On Mental Models vs LLM Context in Programming
Still thinking about that METR study and I saw John Whiles write this:
The developers could provide chunks of that mental model to their AI tools - but doing so is a slow and lossy process that will never truly capture the theory of the program that exists in their minds. By offloading their software development work to an LLM they hampered their unique ability to work on their codebases effectively.
This feels to me like a good take on why AI assistants slowed down developers in that study. A core challenge with AI coding assistants is context composition and management. But, creating that context takes time and effort that's often orthogonal to writing code.
For developers who can manage complex context in their heads as wordless thought-forms, just writing the code can be faster. AI agents aren't mind-readers, and LLM context windows don't match human headspace.

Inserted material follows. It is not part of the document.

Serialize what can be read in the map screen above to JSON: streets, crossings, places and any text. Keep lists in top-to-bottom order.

Here's the irony: AI tools help in situations where human mental models are weakest—and those situations often exist because expert programmers never tried to write down their mental models in the first place. When you're working on projects built by people who left years ago, onboarding engineers struggle to form accurate mental models because the veteran engineers who had those models never documented them. New engineers have to start from scratch.

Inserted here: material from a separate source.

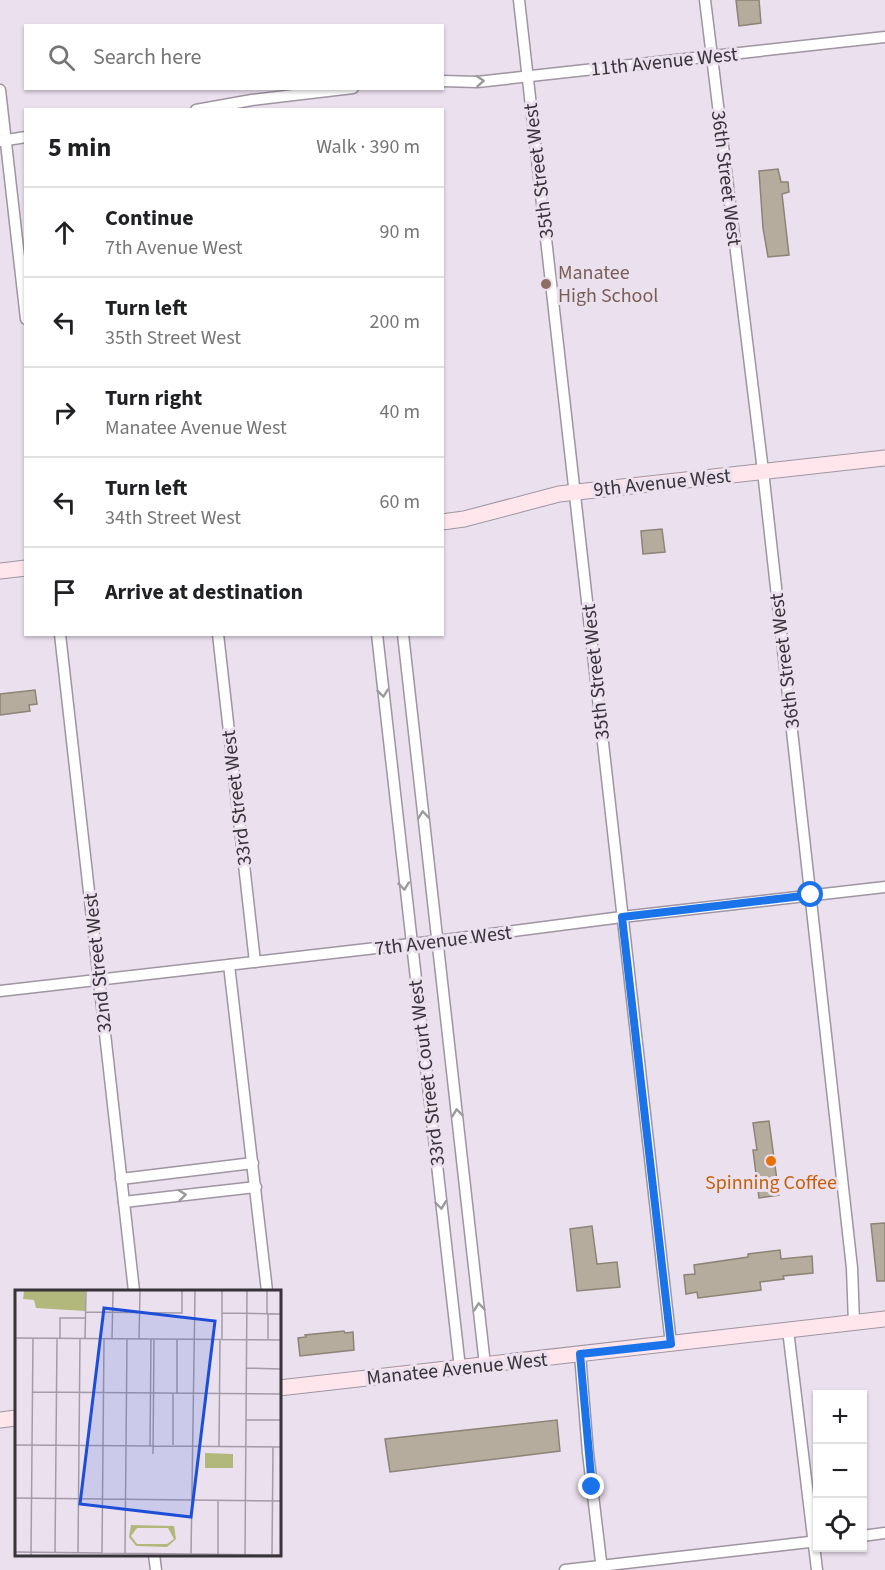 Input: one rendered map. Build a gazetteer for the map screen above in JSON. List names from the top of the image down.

LLMs can ingest unfamiliar code faster than humans and generate changes that work because they resemble historic patterns. More importantly, they excel at transforming code symbols into readable explanations—roughly reverse-engineering a likely facsimile of documentation that should have existed.
If you expect to work on a project long-term and want to truly understand it, you need to do the homework: write the code yourself with maybe a little LLM advice and way-finding. At the very least, you should be reviewing LLM-generated code in detail before merging it.
The best approach treats these tools as what they are: power tools for symbol transformation and pattern completion, grinding through boilerplate work that doesn't demand high creativity. They're not replacements for human thinking about architecture, requirements, and constraints.